December 17, 1902
The game of foot ball is being carried to ridiculous extremes by the students of many universities and colleges of the country; and it is high time that the faculties of those institutions were calling a halt in that direction. Outdoor games or exercises of some sort are not only healthful to the student who is occupied the major part of the day over his books; but the lines should be drawn at games that smack too much of cruelty and brutality. Most states of the Union have enacted laws forbidding pugilistic contests, on account of their tendencies to cruelty and barbarism; but how much better is foot ball, a sport(?) at which boys-yea, men-become so enthused that they strike, kick and tumble over each other after a fashion that would impress a by-stander who knew nothing of the game that a regular “Kilkenny cat fight” was going on.

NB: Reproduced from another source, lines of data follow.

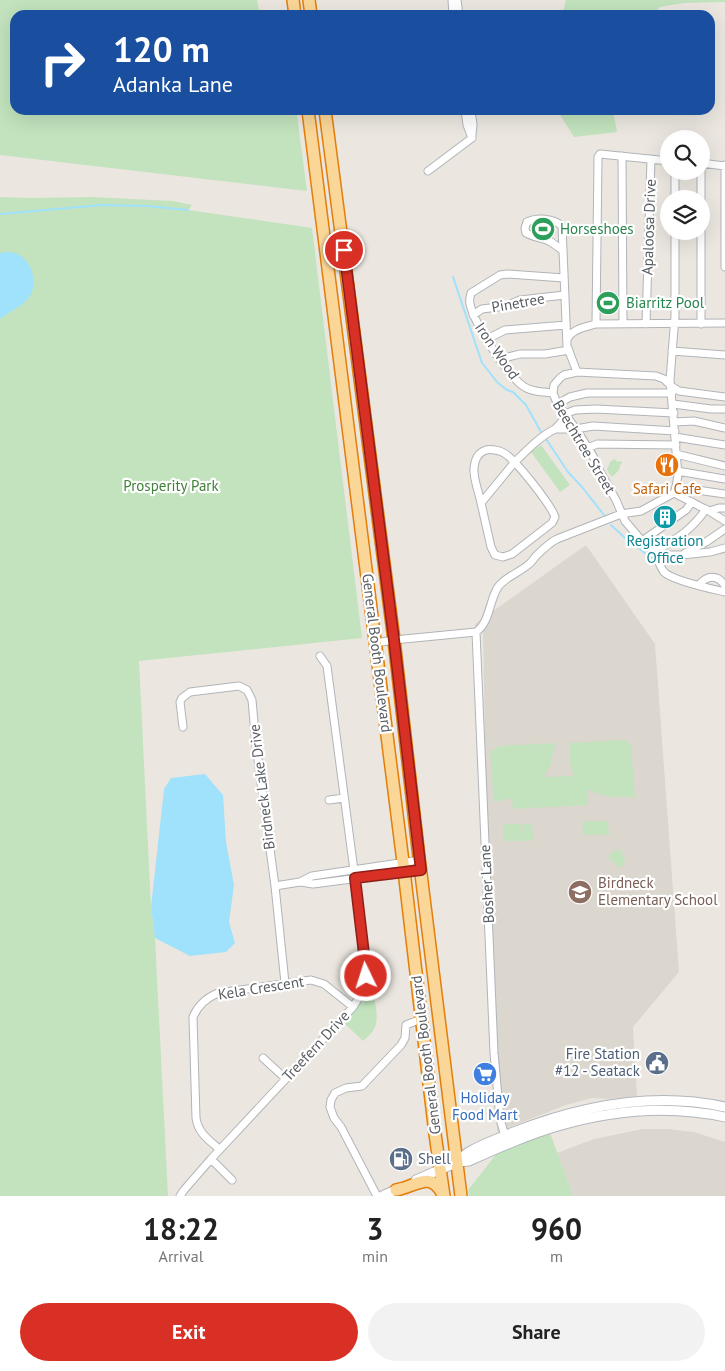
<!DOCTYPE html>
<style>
body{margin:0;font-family:"PT Sans",sans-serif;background:#f2f2f2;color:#222;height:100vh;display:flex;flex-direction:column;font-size:19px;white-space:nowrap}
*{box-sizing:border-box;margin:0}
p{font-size:16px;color:#767676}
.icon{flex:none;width:28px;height:28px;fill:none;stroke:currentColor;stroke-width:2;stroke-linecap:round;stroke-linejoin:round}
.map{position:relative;height:1196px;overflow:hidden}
.drawer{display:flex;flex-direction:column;background:#fff;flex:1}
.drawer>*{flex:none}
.top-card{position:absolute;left:10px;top:10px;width:705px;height:105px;border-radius:15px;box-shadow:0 5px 20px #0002;background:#1a4fa0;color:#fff;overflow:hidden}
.buttons{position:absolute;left:660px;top:130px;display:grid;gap:10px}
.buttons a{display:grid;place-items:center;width:50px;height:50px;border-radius:50%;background:#fff;box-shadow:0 5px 20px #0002;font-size:25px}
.pin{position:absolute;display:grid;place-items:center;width:42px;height:42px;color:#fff;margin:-21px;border:2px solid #fff;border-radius:50%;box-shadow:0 1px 5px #0007}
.me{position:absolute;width:55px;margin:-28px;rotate:356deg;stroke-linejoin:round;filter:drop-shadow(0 0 4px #0008)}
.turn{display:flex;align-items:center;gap:18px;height:105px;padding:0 20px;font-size:22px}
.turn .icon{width:65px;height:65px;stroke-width:2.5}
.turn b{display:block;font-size:35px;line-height:42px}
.eta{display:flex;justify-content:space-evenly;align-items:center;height:85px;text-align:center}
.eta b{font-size:30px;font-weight:800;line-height:35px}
.action{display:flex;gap:10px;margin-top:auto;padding:10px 20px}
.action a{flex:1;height:58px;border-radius:30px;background:#d93025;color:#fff;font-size:20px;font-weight:800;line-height:58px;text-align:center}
.action a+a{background:#f2f2f2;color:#222}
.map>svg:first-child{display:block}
.education{fill:#dbd6ce}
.green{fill:#c2e3bd}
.water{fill:#a0e1fb}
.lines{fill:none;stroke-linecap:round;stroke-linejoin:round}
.stream{stroke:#a0e1fb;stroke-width:2}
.minor-casing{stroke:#b1b4b8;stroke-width:9}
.tertiary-casing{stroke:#b1b4b8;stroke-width:11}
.secondary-casing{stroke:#b2b6bb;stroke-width:11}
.trunk-casing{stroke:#e37e09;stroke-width:14}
.minor{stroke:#fff;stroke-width:7}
.tertiary{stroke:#fff;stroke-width:9}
.secondary{stroke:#fff;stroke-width:9}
.trunk{stroke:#fad698;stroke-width:11}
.route-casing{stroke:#8d1f18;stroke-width:12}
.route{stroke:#d93025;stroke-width:9}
.labels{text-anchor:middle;stroke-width:4.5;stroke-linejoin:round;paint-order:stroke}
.street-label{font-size:15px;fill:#595d61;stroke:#fff}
.leisure-label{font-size:15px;fill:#27864d;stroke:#fff;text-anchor:start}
.park-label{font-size:15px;fill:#3f8137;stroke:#fff}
.food-label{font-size:15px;fill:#c56008;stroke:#fff}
.culture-label{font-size:15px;fill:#0d838f;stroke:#fff}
.education-label{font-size:15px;fill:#785e54;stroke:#fff;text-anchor:start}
.service-label{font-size:15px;fill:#4e5e75;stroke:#fff;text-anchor:end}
.shop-label{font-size:15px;fill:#366cbe;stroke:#fff}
</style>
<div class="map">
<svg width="725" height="1196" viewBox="0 0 725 1196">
<rect width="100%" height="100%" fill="#ebe7e0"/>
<!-- education -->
<path class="education" d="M586,545L655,644L679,972L633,1027L637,1096L611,1099L592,1098L566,1105L497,1132L489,978L483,627H475V624Z
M643,1129H668L694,1132L725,1142V1196H573L557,1153L594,1139Z"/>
<!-- green -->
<path class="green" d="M0,0H257L260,15H15V110H294L297,115L307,191L0,155Z
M566,0H725V2L684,3L659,7L655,15H562Z
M557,110H613L617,132L574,137Z
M0,197L30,198L92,197L173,201L192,205L188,210L312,228L362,638L139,661L151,907L155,938L168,1196H0Z
M541,445L570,485L560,492L531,452Z
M614,459L618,462L621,461L622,463L620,465C620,471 616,473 613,476H611L607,470L610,462Z
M625,740L631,745L635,797C619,797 601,798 588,789V805L513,809L512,798L494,802L490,752L499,746L556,743L550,766L543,777L574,776L570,761V743Z
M608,821L609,834L583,835L582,822Z
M503,824H522L523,841H503Z
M523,824H532L533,840L523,841Z
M619,849L621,850V854L624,856L625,863L620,867H616L615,862H611L610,859V854Z
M369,981C373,992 381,1018 374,1029C372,1033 367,1037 363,1041L343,1022C357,1009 366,1000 369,981Z
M550,1133L573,1196H469L468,1190L498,1152Z"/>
<!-- water -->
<path class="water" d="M4,252C9,252 15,252 19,255C32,262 37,281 31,294C25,306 10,311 0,319V253Z
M608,291L617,293L613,307H615V309L612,312L604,311C603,304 604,298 608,291Z
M205,774L223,795L226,842L234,885L229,922L235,943L226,952L190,956L155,938L151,907L164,789L171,778Z"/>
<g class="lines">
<!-- stream -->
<path class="stream" d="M0,214L102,205L147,206L188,210
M453,277L482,363L498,383L507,390L513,392L526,405L541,432
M546,439L568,472L582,487L604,515
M611,525L624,537L654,560"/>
<!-- minor casing -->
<g class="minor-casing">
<path id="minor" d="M452,0L453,15
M457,0L459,15
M465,110L467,125L472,138
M471,110L473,125L472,135
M622,156L623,324
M669,161L600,154L598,157L596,324L725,323
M701,163L725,166
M725,165V267
M428,171L472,138
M675,199V171
M701,218V163
M563,251C559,248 555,244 549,241C542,238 533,237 526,233L525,228L527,222C537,217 553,218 562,226L567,346L577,372
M473,315L482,309L506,306L520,300L565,295
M646,324L651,159
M701,324V231
M487,339L505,330L566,325
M567,340C571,329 586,327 596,324
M672,351L725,355
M500,359L520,354H545L569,350
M553,393C543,392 531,392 523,386C507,375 474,323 470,304C469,300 470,297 471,293L500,275L507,274L564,278
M725,397L679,391L671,386L664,379L656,376L577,372L564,375L560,378L554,385L553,393L557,403L578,432L593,456L598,468L616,500L625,521L642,541L654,552L663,555H682L710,552L725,548
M558,404L570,397L587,393H672
M673,404L711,409H725
M565,414L575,410L596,409L674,413
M567,416L555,429H576L593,426L675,431
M674,422L694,421L725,428
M675,437L725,445
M588,448L597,444L676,445
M676,454L725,466
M677,471L725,479
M676,487L725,494
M674,493L676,487L678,475L670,380L675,316V231
M674,493L709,511L725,521
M481,503C479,492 473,479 474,468C475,460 477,453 486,450C491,449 499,450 504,453C516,460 551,505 555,517L552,523L512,554L503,557L495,555L491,547L481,503L513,464C526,451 539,437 555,429
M709,511L719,508H725
M642,541L686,510L692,502
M654,552C676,539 691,531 706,509
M685,553L706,542L725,529
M656,554C658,560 660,567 664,572C673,581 712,589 725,592
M699,585C707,575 718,574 725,586
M476,632L494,1053L500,1119L505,1136
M375,643L394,640L476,632C490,622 489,601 498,587C505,577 519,573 529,564C532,562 534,558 536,556C543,549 549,543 557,539L621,514L641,511L674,493
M183,727L180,702L182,698L190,692L239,686L247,690L252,700L256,745L275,886L285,983
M329,800L344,798
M301,882L313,884L421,870
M275,886L300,882L312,876L420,860
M263,1058L286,1079
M219,1149C209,1140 198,1133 196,1118L193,1017C198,1005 206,998 218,993L311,980L324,984L353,1007
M211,1159L232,1180
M180,1196L184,1190L211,1159L353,1007C366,988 367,977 365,954L327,666L320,656
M377,1196L341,1127L334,1118L330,1107L331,1100L335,1093L346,1088L362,1086L401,1045L405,1038L406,1025L421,1019"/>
</g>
<!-- tertiary casing -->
<g class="tertiary-casing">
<path id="tertiary" d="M416,1180L439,1170
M382,1196L400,1188"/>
</g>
<!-- secondary casing -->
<g class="secondary-casing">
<path id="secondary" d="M458,1162C461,1158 465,1154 469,1152C482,1144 498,1139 511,1133C579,1106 653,1091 725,1107
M439,1170L458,1162L469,1161C498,1148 527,1135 558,1126C612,1110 670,1105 725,1117"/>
</g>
<!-- trunk casing -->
<g class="trunk-casing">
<path id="trunk" d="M293,0L295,15
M309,0L311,15
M308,110L403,862L435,1134L444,1196
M325,110L394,640L420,866L461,1196
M396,1190C415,1187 430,1170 442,1193"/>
</g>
<!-- minor -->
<use href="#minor" class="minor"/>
<!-- tertiary -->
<use href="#tertiary" class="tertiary"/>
<!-- secondary -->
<use href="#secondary" class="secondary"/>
<!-- trunk -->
<use href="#trunk" class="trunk"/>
</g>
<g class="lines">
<!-- route casing -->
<g class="route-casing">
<path id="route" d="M344,250L394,640L421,870L355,878L364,954L366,976"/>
</g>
<!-- route -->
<use href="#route" class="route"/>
</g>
<!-- icons -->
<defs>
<g id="stadium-disc" transform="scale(1.25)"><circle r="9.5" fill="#2e9e5b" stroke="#fff"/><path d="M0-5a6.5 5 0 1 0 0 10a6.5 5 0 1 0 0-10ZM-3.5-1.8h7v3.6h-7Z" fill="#fff"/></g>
<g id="restaurant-disc" transform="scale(1.25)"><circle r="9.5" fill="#e8710a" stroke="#fff"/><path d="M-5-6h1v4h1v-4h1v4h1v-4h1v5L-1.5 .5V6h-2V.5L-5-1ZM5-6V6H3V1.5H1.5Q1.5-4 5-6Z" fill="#fff"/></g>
<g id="building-disc" transform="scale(1.25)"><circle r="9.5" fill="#0f9aa8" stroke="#fff"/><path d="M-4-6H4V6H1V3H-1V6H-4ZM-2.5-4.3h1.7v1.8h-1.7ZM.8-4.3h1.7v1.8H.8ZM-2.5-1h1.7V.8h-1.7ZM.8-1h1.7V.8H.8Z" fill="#fff"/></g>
<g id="school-disc" transform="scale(1.25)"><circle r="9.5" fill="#8d6e63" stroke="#fff"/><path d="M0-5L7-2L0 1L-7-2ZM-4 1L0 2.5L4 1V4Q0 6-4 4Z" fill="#fff"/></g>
<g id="civic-disc" transform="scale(1.25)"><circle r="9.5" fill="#5c6f8a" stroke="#fff"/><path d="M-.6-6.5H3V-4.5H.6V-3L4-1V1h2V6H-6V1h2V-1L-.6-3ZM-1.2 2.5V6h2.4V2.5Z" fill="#fff"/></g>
<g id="supermarket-disc" transform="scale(1.25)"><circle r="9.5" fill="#3f7fe0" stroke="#fff"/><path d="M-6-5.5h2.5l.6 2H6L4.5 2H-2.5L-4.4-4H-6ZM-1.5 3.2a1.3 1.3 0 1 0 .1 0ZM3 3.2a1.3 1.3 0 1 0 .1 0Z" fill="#fff"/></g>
<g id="fuel-disc" transform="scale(1.25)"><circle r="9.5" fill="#5c6f8a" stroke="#fff"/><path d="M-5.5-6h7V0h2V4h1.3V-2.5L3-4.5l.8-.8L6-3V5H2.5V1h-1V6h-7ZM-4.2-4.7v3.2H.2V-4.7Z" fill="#fff"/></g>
</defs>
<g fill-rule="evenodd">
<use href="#stadium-disc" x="543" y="229"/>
<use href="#stadium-disc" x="608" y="303"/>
<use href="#restaurant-disc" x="667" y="465"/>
<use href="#building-disc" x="665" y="517"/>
<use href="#school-disc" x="580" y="892"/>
<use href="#civic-disc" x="657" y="1063"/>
<use href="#supermarket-disc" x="485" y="1074"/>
<use href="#fuel-disc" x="401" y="1159"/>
</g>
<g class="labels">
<!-- street labels -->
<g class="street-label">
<text transform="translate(649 227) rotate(-88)" y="5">Apaloosa Drive</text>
<text transform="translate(518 303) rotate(-10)" y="5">Pinetree</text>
<text transform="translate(497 351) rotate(55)" y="5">Iron Wood</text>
<text transform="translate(584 447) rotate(59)" y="5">Beechtree Street</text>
<text transform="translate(377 653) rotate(83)" y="5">General Booth Boulevard</text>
<text transform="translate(262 787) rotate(-97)" y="5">Birdneck Lake Drive</text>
<text transform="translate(487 884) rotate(-93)" y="5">Bosher Lane</text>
<text transform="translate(261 988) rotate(-9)" y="5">Kela Crescent</text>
<text transform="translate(316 1046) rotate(-47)" y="5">Treefern Drive</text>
<text transform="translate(426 1055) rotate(-97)" y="5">General Booth Boulevard</text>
</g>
<!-- leisure labels -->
<g class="leisure-label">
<text x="560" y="234">Horseshoes</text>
<text x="626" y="308">Biarritz Pool</text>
</g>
<!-- park labels -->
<g class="park-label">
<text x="171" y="491">Prosperity Park</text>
</g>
<!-- food labels -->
<g class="food-label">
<text x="667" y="494">Safari Cafe</text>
</g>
<!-- culture labels -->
<g class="culture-label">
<text x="665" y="546">Registration<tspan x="665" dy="17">Office</tspan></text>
</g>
<!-- education labels -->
<g class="education-label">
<text x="598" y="888">Birdneck<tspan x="598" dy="17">Elementary School</tspan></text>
</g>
<!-- service labels -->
<g class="service-label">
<text x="640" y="1059">Fire Station<tspan x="640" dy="17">#12 - Seatack</tspan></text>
<text x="418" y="1164" text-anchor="start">Shell</text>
</g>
<!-- shop labels -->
<g class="shop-label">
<text x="485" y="1103">Holiday<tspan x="485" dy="17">Food Mart</tspan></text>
</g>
</g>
</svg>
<div class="buttons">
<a><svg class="icon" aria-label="search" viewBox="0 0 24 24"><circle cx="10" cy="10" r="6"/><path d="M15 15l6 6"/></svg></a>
<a><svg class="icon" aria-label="layers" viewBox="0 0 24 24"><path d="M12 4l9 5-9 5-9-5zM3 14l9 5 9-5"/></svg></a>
</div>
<div class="pin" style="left:344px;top:250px;background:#d93025"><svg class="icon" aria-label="arrive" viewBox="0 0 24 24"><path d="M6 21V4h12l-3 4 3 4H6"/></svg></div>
<svg class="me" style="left:366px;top:976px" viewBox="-20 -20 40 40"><circle r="17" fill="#d93025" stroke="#fff" stroke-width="3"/><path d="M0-11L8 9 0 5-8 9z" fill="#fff"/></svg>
<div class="top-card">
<div class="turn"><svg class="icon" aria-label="right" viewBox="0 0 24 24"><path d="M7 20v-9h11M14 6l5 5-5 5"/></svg><div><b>120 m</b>Adanka Lane</div></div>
</div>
</div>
<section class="drawer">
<div class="eta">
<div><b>18:22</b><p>Arrival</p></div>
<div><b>3</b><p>min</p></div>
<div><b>960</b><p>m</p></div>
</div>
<div class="action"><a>Exit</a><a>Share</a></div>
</section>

Some one has aptly said that the main difference between prize fights, such as the slugger Sullivan indulged in, and the foot ball of today is, that in the former game, when an opponent is knocked down his adversary gives him time to get up before trying to pound the life out of him, while in the foot ball game all the players jump on each other in such a violent fashion that the nether man is fortunate if he gets out without broken or fractured bones, to say nothing of sprains and bruises. In the dark days of the world, before the dawn of enlightenment and civilization, gladiator contests, bull fights, chicken mains, etc., were the attraction with the heathen and the barbarian; but to a large extent all these cruel sports have been supplanted with amusements more elevating and civilizing. However, the game of foot ball, as now frequently engaged in, appears closely akin to those degraded sports of primeval history.
It is sad reflection upon some colleges and universities that such amusements have their growth and strength within their sacred and enlightened walls. Let a halt be called. Let foot ball be wiped out. Let us progress, not retrograde, in the way of healthful amusements as well as in the way of enlightenment and knowledge.